Nanoconfinement‐Driven Energy‐Efficient CO 2 Capture and Release at High Pressures on a Unique Large‐Pore Mesoporous Carbon

Abstract Although microporous carbons can perform well for CO 2 separations under high pressure conditions, their energy‐demanding regeneration may render them a less attractive material option. Here, we developed a large‐pore mesoporous carbon with pore sizes centered around 20–30 nm using a templated technical lignin. During the soft‐templating process, unique cylindrical supramolecular assemblies form from the copolymer template.
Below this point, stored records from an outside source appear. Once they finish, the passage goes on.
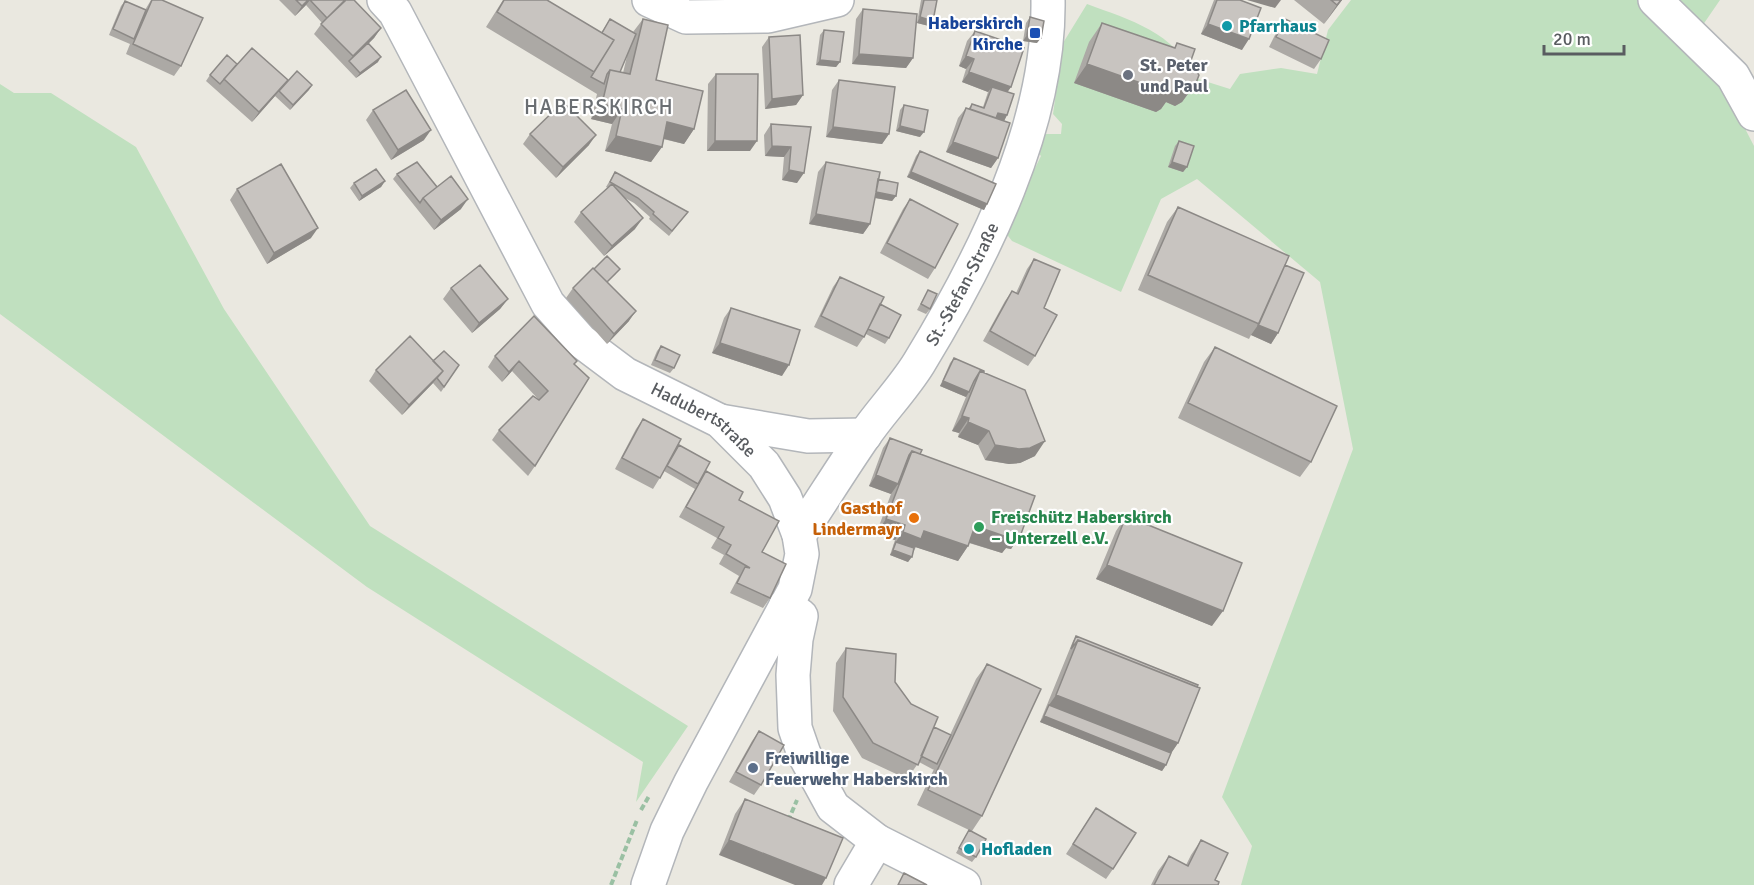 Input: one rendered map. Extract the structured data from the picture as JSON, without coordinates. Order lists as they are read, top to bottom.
{
  "streets": {
    "street": ["St.-Stefan-Straße", "Hadubertstraße"]
  },
  "crossings": [
    ["St.-Stefan-Straße", "Hadubertstraße"]
  ],
  "districts": ["HABERSKIRCH"],
  "places": {
    "other": [
      "Pfarrhaus",
      "St. Peter und Paul",
      "Gasthof Lindermayr",
      "Freischütz Haberskirch – Unterzell e.V.",
      "Freiwillige Feuerwehr Haberskirch",
      "Hofladen"
    ],
    "transit": ["Haberskirch Kirche"]
  },
  "scale_bar": "20 m"
}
This peculiar nanostructuring takes place due to the presence of polyethylene glycol (PEG) segments on both the Pluronic® template and the PEG‐grafted lignin derivative (glycol lignin). A large increase in CO 2 uptake occurs on the resulting large‐pore mesoporous carbon at 270 K close to the saturation pressure (3.2 MPa), owing to capillary condensation. This phenomenon enables a CO 2 /CH 4 selectivity ( S CO2/CH4 , mol/mol) of 3.7 at 270 K and 3.1 MPa absolute pressure, and a swift pressure swing regeneration process with desorbed CO 2 per unit pressure far outperforming a benchmark activated carbon ( i.e ., notably rapid decrease in the amount of adsorbed CO 2 with decreasing pressure). We propose large‐pore mesoporous carbons as a novel family of CO 2 capture adsorbents, based on the phase‐transition behavior shift of CO 2 in the nanoconfined environment. This novel material concept may open new horizons for physisorptive CO 2 separations with energy‐efficient regeneration options.